United States District Court, S.D. New York
Sep 19, 2022
21-CV-10525 (JSR) (RWL) (S.D.N.Y. Sep. 19, 2022)

Opinion

21-CV-10525 (JSR) (RWL)

09-19-2022

PERMANENS CAPITAL, L.P., v. JEFFERY BRUCE, Defendant.


MEMORANDUM ORDER

JED S. RAKOFF, U.S.D.J.

On July 22, 2022, the Honorable Robert W. Lehrburger issued a Report and Recommendation ("VR&R") in the above-captioned matter, recommending that the motion of defendant Jeffery Bruce seeking to dismiss the Complaint be granted in part and be denied in part. Mr. Bruce filed no objections to the R&R, but plaintiff Permanens Capital, L.P. ("Permanens'7) filed timely objections on August 5, 2022. This Court has reviewed the motion, the R&R, Permanens's objections, and the underlying record de novo. Having done so, it finds itself in complete agreement with Magistrate Judge Lehrburger's excellent R&R.

This case concerns restrictive covenants. Mr. Bruce was once employed by Permanens. The terms of his employment, set down in an employment agreement dated July 23, 2019, forbade Mr. Bruce from competing with Permanens in several ways both during and after his tenure; they also required Mr. Bruce to pay a fee to Permanens (deemed "transition compensation") if a Permanens client terminated its relationship with Permanens and engaged Mr. Bruce. Permanens alleges that Mr. Bruce breached these provisions of the agreement and tortiously interfered with its business relations as well.

The R&R recommends dismissing Permanens's claim for tortious interference and its claims arising from subection 12 (b) and section 13 of the employment agreement. The R&R opines that the pertinent obligations imposed by subsection 12(b) are unenforceable because they are overbroad restrictive covenants. The R&R also opines that section 13 is unenforceable because it is a penalty clause.

All references to "sections" and subdivisions thereof refer to provisions of the July 23, 2019 employment agreement between Permanens and Mr. Bruce.

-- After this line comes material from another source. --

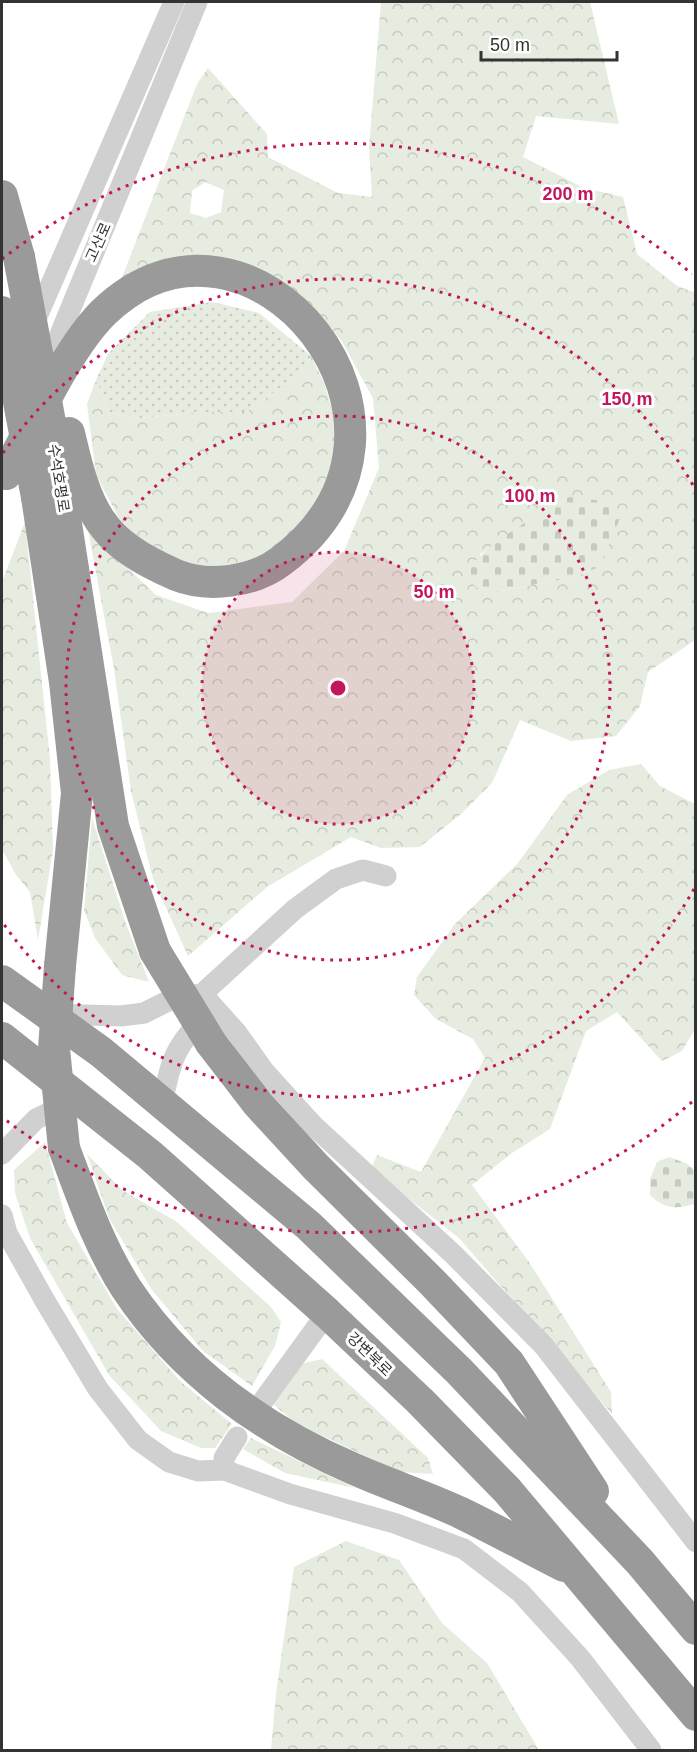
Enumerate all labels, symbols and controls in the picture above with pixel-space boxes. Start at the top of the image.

Permanens's first objection to the R&R is to argue that the offending paragraphs of subsection 12 (b) can be reformed by the Court so that Permanens's claims based on that subsection need not be dismissed altogether. Under New York law, restrictive covenants must be narrowly tailored so that they serve one of four employer interests: "(1) protection of trade secrets; (2) protection of confidential client information; (3) protection of an employer's client base; and (4) protection against irreparable harm when an employee's services are unique or extraordinary." Locke v. Tom James Co., No. 11-CV-2961, 2013 WL 1340841, at *7 (S.D.N.Y. March 25, 2013) . While it is true that "courts may 'blue pencil' an overbroad restrictive covenant to enforce only its reasonable provisions," Webcraft Technologies, Inc. v. McCaw, 674 F.Supp. 1039, 1047 (S.D.N.Y. 1987), nonetheless, "a court should not attempt to partially enforce a non-compete provision where its infirmities are so numerous that the court would be required to rewrite the entire provision." Mister Softee, Inc. v. Tsirkos, No. 14-CV-1975, 2014 WL 2535114, at *9 (S.D.N.Y. June 5, 2014). To enforce subsection 12(b), the Court would have to play draftsman rather than editor.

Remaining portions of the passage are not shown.